In Spotlights

Anneli Tostar – Business Growth Associate, Longevity Partners

Anneli is a half-Swedish Oregonian, passionate about shaping sustainable built environments for all. As the first US employee, Anneli is part responsible for building out business operations for Longevity Partners, a global real estate sustainability consultancy, in North America. Anneli has an MSc in Sustainable Urban Planning & Design from KTH in Stockholm, and a B.A. in Anthropology and Environmental Science & Public Policy from Harvard University. She has previously worked at The Better Buildings Partnership, where she oversaw stakeholder engagement for a collaboration of

UK real estate firms, focused on sustainability. She has also worked at an ESG consultancy and a social impact consultancy. In her “spare” time Anneli runs a sustainable fashion blog called MILJO and is a professional artist. After living in Oregon, Boston, New York, Stockholm, and London, among other places, Anneli now calls San Francisco home.

How did you become interested in environmental work? / What is the educational and career path that led to your current career?

There was never really a time in my life when I wasn’t interested in environmental issues. Growing up in Oregon, there are stunning natural resources at your doorstep, which led to a deep connection to the natural world at a young age. However, it took me a while to find my place in the movement (and I’m still figuring it out). I knew that I wanted to work with people so in college I pursued environmental journalism, but then I stumbled into urban planning through research on transportation policy. That’s when I really fell in love with the built environment space more broadly and realized the impact that it has on both equity and environmental sustainability.

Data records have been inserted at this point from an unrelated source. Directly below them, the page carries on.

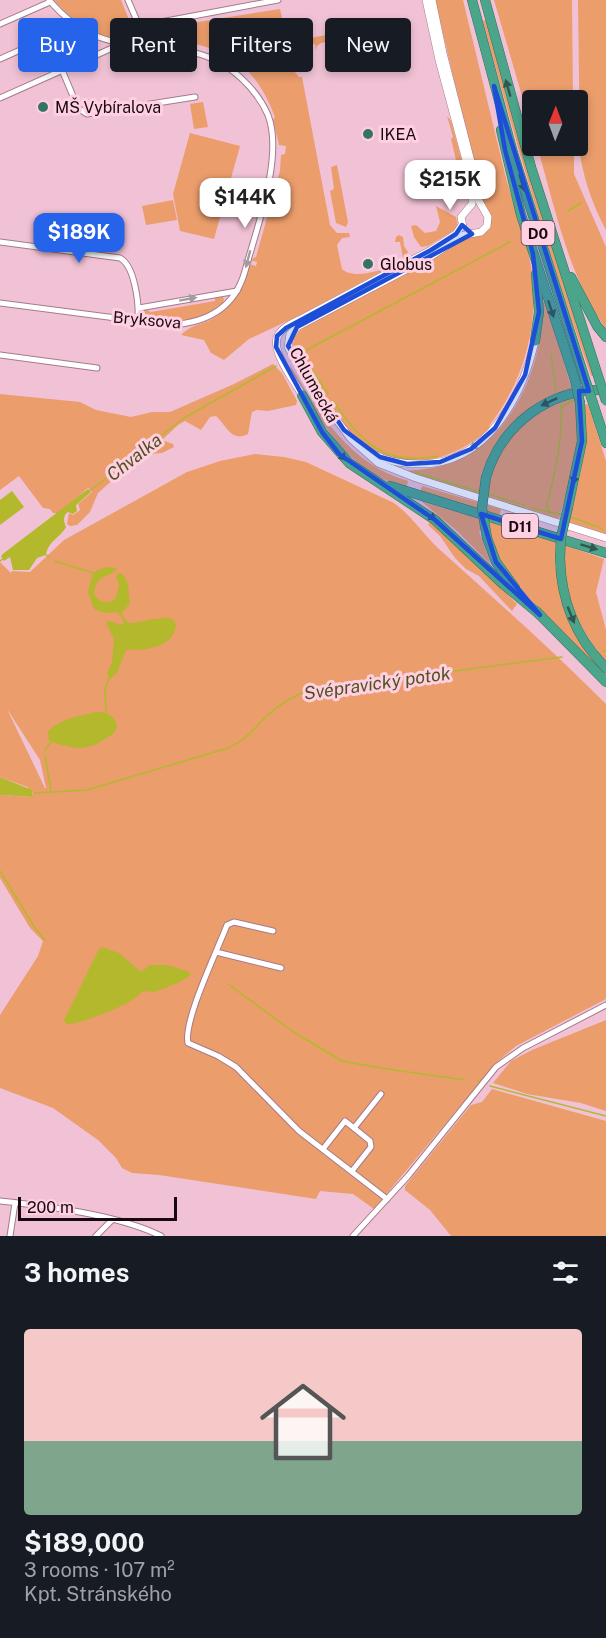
<!DOCTYPE html>
<meta charset="utf-8">
<style>
:root{--surface:#171b24;--page:#20242c;--text:#f1f3f6;--muted:#9ea1a6;--accent:#2563eb}
body{margin:0;font-family:"Public Sans",sans-serif;background:var(--page);color:var(--text);height:100vh;display:flex;flex-direction:column;font-size:22px;white-space:nowrap}
*{box-sizing:border-box;margin:0}
p{font-size:20px;color:var(--muted)}
.icon{flex:none;width:33px;height:33px;fill:none;stroke:currentColor;stroke-width:2;stroke-linecap:round;stroke-linejoin:round}
.map{position:relative;height:1236px;overflow:hidden}
.side{display:flex;flex-direction:column;background:var(--surface);flex:1}
.side>*{flex:none}
.guide{position:absolute;left:18px;top:18px;width:570px;height:54px;display:flex;gap:12px}
.needle{width:39px;rotate:1deg}
.controls{position:absolute;left:522px;top:90px;display:grid;gap:12px}
.controls a{display:grid;place-items:center;width:66px;height:66px;border-radius:6px;background:var(--surface);box-shadow:0 3px 9px #0003;font-size:30px}
.scale{position:absolute;left:18px;bottom:15px;width:159px;box-sizing:border-box;padding-left:6px;border:3px solid #180910;border-top:0;font-size:16px;line-height:21px;white-space:nowrap;color:#180910;-webkit-text-stroke:4px #ffcfe2;paint-order:stroke}
.price{position:absolute;translate:-50% -51px;padding:0 14px;border-radius:12px;background:#fff;color:#222;font-size:20px;line-height:39px;filter:drop-shadow(0 2px 3px #0008)}
.price::after{content:'';position:absolute;left:50%;top:36px;width:18px;height:14px;margin-left:-9px;background:inherit;clip-path:polygon(0 0,100% 0,50% 100%)}
.price.current{background:var(--accent);color:#fff}
ul{padding:0;list-style:none}
li{display:grid;align-content:center;gap:12px;height:318px;padding:0 24px}
li span{display:grid;place-items:center;height:186px;border-radius:6px;color:#555}
li>.icon{margin-inline-start:auto}
span .icon{width:108px;height:108px;fill:#fffc;stroke-width:1}
li b{font-size:26px}
h2{display:flex;justify-content:space-between;align-items:center;height:72px;padding:0 24px;font-size:26px}
.pill{padding:0 21px;border-radius:6px;background:var(--surface);box-shadow:0 3px 9px #0003;font-size:21px;line-height:54px}
.pill.current{background:var(--accent);color:#fff}
.map>svg:first-child{display:block}
</style>
<div class="map">
<svg width="606" height="1236" viewBox="0 0 606 1236">
<rect width="100%" height="100%" fill="#f1c2d5"/>
<!-- green -->
<g fill="#eb9d6c" fill-rule="evenodd">
<path d="M54 0H121L130 22H135L141 26V31L280 9 289 49 290 66 299 77H302L330 225 337 233H349L350 237 342 238 337 245 342 269C351 278 374 273 385 268 391 266 396 261 403 259L400 242H395L396 237 399 235 403 237 404 246 408 252 403 260 300 315 249 339 224 360 211 353 204 340 181 335C190 326 198 325 210 320 234 308 243 289 249 264L256 266 257 262 250 260 256 257 280 171 281 155 285 154 286 146 279 145 273 120 275 117C249 48 208 44 141 36L140 39 134 38 129 42C96 37 77 25 54 0Z"/>
<path d="M435 0H463C477 58 491 116 505 174 513 205 526 235 531 267 540 324 524 381 489 426L491 427C456 460 401 477 361 443 335 421 317 389 300 361L306 358 301 347 294 351C291 338 296 333 306 326L467 237 481 236 490 226 491 215 483 202Z"/>
<path d="M494 0H572L573 100H532V130Z"/>
<path d="M578 0H606V230C593 206 585 183 580 155Z"/>
<path d="M486 20 521 146 593 376H591C550 259 515 141 483 21Z"/>
<path d="M358 29 384 31 321 43 317 46 316 50 315 44 293 48V47L299 45 300 40Z"/>
<path d="M203 102 208 127 194 129 190 104Z"/>
<path d="M447 116 451 121 467 180V195L462 199 458 197 455 194 460 177 451 139 453 137Z"/>
<path d="M190 133 240 146 214 239 180 231 173 194Z"/>
<path d="M537 146H574V174L606 247V329C568 276 555 207 537 146Z"/>
<path d="M337 165 348 222 346 227 336 223 330 191 334 189 331 167Z"/>
<path d="M173 200 177 220 146 225 142 206Z"/>
<path d="M436 206 456 217 458 226 455 230 428 246 421 247 414 237 411 226 416 225 425 233 436 231 440 222Z"/>
<path d="M222 296 224 299 223 303C216 307 209 313 202 317 186 325 160 323 144 317L142 314 145 309 151 312 215 301V297Z"/>
<path d="M543 302H545L572 389C522 404 500 429 481 475L490 477C498 451 516 425 539 411 549 405 563 401 574 396 586 438 570 479 559 519L416 476 403 470C495 474 543 384 543 302Z"/>
<path d="M273 364 282 373 297 401 296 405 268 411 257 410 252 412 248 434C232 443 226 425 216 416L210 417 201 430 185 421 178 425 162 440 173 444 174 447 162 453 141 455 98 493 90 512 77 525 70 526 67 524 69 513 73 515 80 510 78 504 92 492 88 488 59 513H53L50 509 43 508 19 476 0 490V394L80 402 96 410 131 417 152 412H170L234 384Z"/>
<path d="M290 365C320 415 350 464 408 481L406 489C351 468 333 442 305 393 300 384 291 373 290 365Z"/>
<path d="M588 404 606 461V534L569 522C578 484 590 445 584 405Z"/>
<path d="M255 454 284 457 306 462 394 503C412 516 423 534 439 549 496 600 552 650 606 704V999L516 1046 497 1062 374 1209 353 1194 320 1191 316 1199 159 1175 132 1173 122 1168 116 1158 98 1140 53 1108 0 1088V1015L38 956 43 941 30 928 0 878V795L30 797 33 796V793L27 787 0 777V562L11 573 12 571 30 572 64 540 187 472 220 461ZM7 709 40 760 46 788H45Z"/>
<path d="M422 486 501 509 499 517 420 493Z"/>
<path d="M421 501 556 542 555 563 559 588 567 617 606 673V677L517 586 498 558 488 529 479 531 491 565 457 531Z"/>
<path d="M430 522 453 540 517 604 512 611 479 576 466 569 455 558 440 536 428 525Z"/>
<path d="M565 545 604 559 596 592 606 630V662C577 626 561 593 565 545Z"/>
<path d="M606 1020V1111L581 1103 527 1094 493 1083 511 1061 532 1050Z"/>
<path d="M492 1089 606 1121V1236H451L430 1210 405 1190V1186L471 1105 482 1102Z"/>
</g>
<!-- water -->
<g fill="#b3b82d">
<path d="M88 489 91 492 76 505 77 511 73 514 68 512C62 516 64 522 66 527 60 538 48 541 46 555L37 558 29 570H13L10 557 4 561 1 556 4 553Z"/>
<path d="M12 491 24 507 0 525V500Z"/>
<path d="M108 567 117 568C108 580 97 572 94 594L100 601 110 602 116 598 119 583 116 577 118 573H121C131 582 128 593 130 603L121 614 128 623C139 623 163 615 173 619L176 625C173 649 144 650 126 650L117 673 110 679 107 674 112 662 114 639 106 623 110 621 122 625 124 622 118 612 105 613 94 609 88 592 93 573C98 570 102 568 108 567Z"/>
<path d="M96 712C107 712 113 714 117 725 116 733 112 735 105 739 83 753 72 748 49 741L48 732C58 719 80 716 96 712Z"/>
<path d="M0 777 32 790 33 797 0 795Z"/>
<path d="M102 947 119 953 140 971 144 970 149 965H167L190 972V976L178 983 155 992 143 991C140 994 136 998 132 1000 122 1007 76 1026 66 1024L64 1020 99 949Z"/>
</g>
<g fill="none" stroke-linecap="round" stroke-linejoin="round">
<!-- stream -->
<g stroke="#b3b82d" stroke-width="1.5">
<path d="M568 211 581 203"/>
<path d="M301 353 328 394"/>
<path d="M299 354 510 242"/>
<path d="M551 355 556 391"/>
<path d="M333 401C363 443 382 466 438 456"/>
<path d="M562 407 575 399"/>
<path d="M415 472 480 492"/>
<path d="M88 492 184 418 276 366"/>
<path d="M488 494 525 505"/>
<path d="M532 508 563 515"/>
<path d="M549 513 547 505C555 472 563 440 561 405"/>
<path d="M571 517 603 529"/>
<path d="M46 555 49 557"/>
<path d="M0 561 4 558"/>
<path d="M55 561 93 573"/>
<path d="M603 651H606"/>
<path d="M106 712 105 688 109 679"/>
<path d="M45 750 51 742"/>
<path d="M45 755 51 791"/>
<path d="M34 793 87 790 228 748C248 739 253 729 268 715 281 703 294 695 310 690L562 657"/>
<path d="M0 871 35 928 45 940"/>
<path d="M228 984 292 1031 342 1061 387 1069 465 1080"/>
<path d="M478 1081 480 1082"/>
<path d="M490 1086 606 1116"/>
</g>
<!-- street casing -->
<g stroke="#a57a8c" stroke-width="7">
<g id="street">
<path d="M128 0 137 21 145 25 278 0"/>
<path d="M0 24 50 2"/>
<path d="M0 59 74 26"/>
<path d="M62 70 78 108 87 114 195 97"/>
<path d="M0 98 119 45"/>
<path d="M0 242 120 258C135 266 139 304 138 320"/>
<path d="M0 303 170 325C206 323 235 308 245 271 256 230 284 156 268 115 262 101 253 89 241 78 226 64 206 54 185 51 126 42 92 50 49 0"/>
<path d="M139 308 237 291"/>
<path d="M0 355 97 368"/>
<path d="M273 931 234 922 227 925C218 949 183 1021 188 1043L218 1056 236 1067 299 1131 387 1199"/>
<path d="M216 952 281 968"/>
<path d="M323 1149 345 1121 354 1128 381 1094"/>
<path d="M352 1171 371 1147 370 1141 354 1128"/>
<path d="M0 1201C47 1206 119 1215 161 1236"/>
<path d="M10 1236 15 1203"/>
<path d="M96 1236 112 1220"/>
<path d="M353 1236 408 1176 496 1067 523 1048 606 1005"/>
</g>
</g>
<!-- secondary casing -->
<g stroke="#a57a8c" stroke-width="8">
<g id="secondary">
<path d="M426 0 439 60 470 175"/>
<path d="M432 0 443 53 475 177 479 201 488 217 487 226 481 232 464 235 425 260 297 327 290 334 288 347 311 386 351 439 378 463 416 478 606 538"/>
<path d="M463 227 461 217 472 204 473 189"/>
<path d="M302 395C295 382 268 348 279 334 283 327 292 323 299 320L431 250 456 234 462 225"/>
<path d="M371 453C386 461 402 464 419 464 486 465 522 398 535 341"/>
</g>
</g>
<!-- highway casing -->
<g stroke="#386e60" stroke-width="10">
<g id="highway">
<path d="M472 0 513 153 585 379"/>
<path d="M485 0 531 167 599 379"/>
<path d="M501 130 521 215 575 380"/>
<path d="M571 277 597 326 606 337"/>
<path d="M535 341 539 312 536 274"/>
<path d="M302 395 322 432 349 463 435 520 504 585 540 615"/>
<path d="M593 403 606 443"/>
<path d="M486 477C502 424 550 388 606 390"/>
<path d="M390 486 606 553"/>
<path d="M568 507 582 441 580 403"/>
<path d="M487 538 496 562 515 588"/>
<path d="M560 558C561 600 576 638 606 668"/>
<path d="M536 611 606 682"/>
</g>
</g>
<!-- street -->
<use href="#street" stroke="#fff" stroke-width="5"/>
<!-- secondary -->
<use href="#secondary" stroke="#fff" stroke-width="7"/>
<!-- highway -->
<use href="#highway" stroke="#4aa58b" stroke-width="9"/>
<!-- highway-bridge casing -->
<g stroke="#386e60" stroke-width="10" stroke-linecap="butt">
<g id="highway-bridge">
<path d="M585 379 593 403"/>
<path d="M599 379 606 401"/>
<path d="M575 380 580 403"/>
<path d="M486 477 482 508 487 538"/>
<path d="M560 558 561 537 568 507"/>
</g>
</g>
<!-- highway-bridge -->
<use href="#highway-bridge" stroke="#4aa58b" stroke-width="9"/>
</g>
<!-- one-way arrows -->
<defs><path id="oneway-solid" d="M-6-.8H1V-3.2L6.5 0L1 3.2V.8H-6Z" transform="scale(1.5)"/></defs>
<g fill="#31574e">
<use href="#oneway-solid" transform="translate(508 88) rotate(-106)"/>
<use href="#oneway-solid" transform="translate(522 183) rotate(73)"/>
<use href="#oneway-solid" transform="translate(551 309) rotate(72)"/>
<use href="#oneway-solid" transform="translate(549 402) rotate(155)"/>
<use href="#oneway-solid" transform="translate(340 454) rotate(46)"/>
<use href="#oneway-solid" transform="translate(575 476) rotate(104)"/>
<use href="#oneway-solid" transform="translate(429 515) rotate(36)"/>
<use href="#oneway-solid" transform="translate(589 547) rotate(17)"/>
<use href="#oneway-solid" transform="translate(571 615) rotate(68)"/>
</g>
<g fill="#a39d9f">
<use href="#oneway-solid" transform="translate(248 259) rotate(105)"/>
<use href="#oneway-solid" transform="translate(188 299) rotate(-10)"/>
<use href="#oneway-solid" transform="translate(477 444) rotate(144)"/>
</g>
<!-- marked area -->
<path fill="#1d4ed8" fill-opacity="0.2" stroke="#1d4ed8" stroke-width="4.5" stroke-linejoin="round" d="M494 86 589 391H579L582 441 561 539 481 514 496 562 540 615 435 520 339 454 322 432 276 347 277 336 286 328 431 250 456 234 462 225 472 234 297 327 288 346 344 430 380 457 407 464 440 462 471 449 495 428 525 375 539 312 533 254 505 150Z"/>
<!-- markers -->
<g fill="#357462" stroke="#ffcfe2" stroke-width="2">
<circle cx="43" cy="107" r="6"/>
<circle cx="368" cy="134" r="6"/>
<circle cx="368" cy="264" r="6"/>
</g>
<g text-anchor="middle" dominant-baseline="central" stroke-width="6" stroke-linejoin="round" paint-order="stroke">
<!-- shield labels -->
<g fill="#ffcfe2" stroke="#5d444f" stroke-width="1.5">
<rect x="521.5" y="221" width="33" height="24" rx="4.5"/>
<rect x="502" y="514" width="36" height="24" rx="4.5"/>
</g>
<g font-size="15" font-weight="bold" fill="#180910">
<text x="538" y="233">D0</text>
<text x="520" y="526">D11</text>
</g>
<!-- poi labels -->
<g font-size="16" fill="#180910" stroke="#ffcfe2" text-anchor="start">
<text x="55" y="107">MŠ Vybíralova</text>
<text x="380" y="134">IKEA</text>
<text x="380" y="264">Globus</text>
</g>
<!-- street labels -->
<g font-size="16" fill="#180910" stroke="#ffcfe2">
<text transform="translate(147 320) rotate(5)">Bryksova</text>
<text transform="translate(314 385) rotate(61)">Chlumecká</text>
</g>
<!-- water labels -->
<g font-size="18" font-style="italic" fill="#4f521e" stroke="#ffcfe2">
<text transform="translate(134 457) rotate(-38)">Chvalka</text>
<text transform="translate(377 683) rotate(-8)">Svépravický potok</text>
</g>
</g>
</svg>
<div class="controls">
<a><svg class="needle" viewBox="-14 -14 28 28"><path d="M0-13l5 13h-10z" fill="#e53935"/><path d="M0 13l5-13h-10z" fill="#9ea1a6"/></svg></a>
</div>
<div class="scale">200 m</div>
<b class="price" style="left:450px;top:211px">$215K</b>
<b class="price" style="left:245px;top:229px">$144K</b>
<b class="price current" style="left:79px;top:264px">$189K</b>
<div class="guide">
<a class="pill current">Buy</a>
<a class="pill">Rent</a>
<a class="pill">Filters</a>
<a class="pill">New</a>
</div>
</div>
<section class="side">
<h2>3 homes<svg class="icon" aria-label="filters" viewBox="0 0 24 24"><path d="M4 7h16M4 17h16"/><circle cx="9" cy="7" r="2"/><circle cx="15" cy="17" r="2"/></svg></h2>
<ul>
<li><span style="background:linear-gradient(#f6c9c9 60%,#7fa58c 0)"><svg class="icon" aria-label="home" viewBox="0 0 24 24"><path d="M3 11l9-7 9 7M6 9v11h12V9"/></svg></span><div><b>$189,000</b><p>3 rooms · 107 m²</p><p>Kpt. Stránského</p></div></li>
</ul>
</section>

Discuss any mentors that have helped or inspired you to reach your aspirations.

I’ve had a lot of amazing mentors in my life that have helped to shape my thinking, mostly in academic realms. Early on I had some stellar elementary school teachers who fostered a love for the natural world. I had a fantastic science advisor in high school (Amy Schauer) who encouraged me to pursue my wildest intellectual curiosities, as well as a mentor in college (Daniel Schrag) who gave me a deeper understanding of the pragmatic side of environmental policy. My research advisors in college (Diane Davis) and grad school (Jennifer Mack) both pushed me to consider the historical precedent for urban policies but also led me to understand the intersectionality of this field. And professionally I’ve been lucky to work for a number of companies that have allowed me to be fairly autonomous, including Longevity, which I think is crucial for us to understand what we’re capable of in a work context.

What are your suggestions on how WEN members can become more involved in your sector of the environmental movement?

The sustainability of buildings is often given less attention than the environmental impact of the oil and gas sectors. However, when accounting for construction materials as well as operational emissions, buildings make up approximately 40% of all global greenhouse gas emissions. That’s huge!

There are many ways for us to think more sustainably around the built environment, but perhaps the most impactful thing you can do is to encourage your employer to measure the emissions that come from your company’s spaces (and then do something about it). There are a lot of “quick wins” on the energy efficiency front that any company can implement. When you, your company, or your family are looking to replace appliances (including water heaters), opt for low-energy and/or electric versions. And of course, pay attention to public hearings and encourage strong environmental standards for buildings!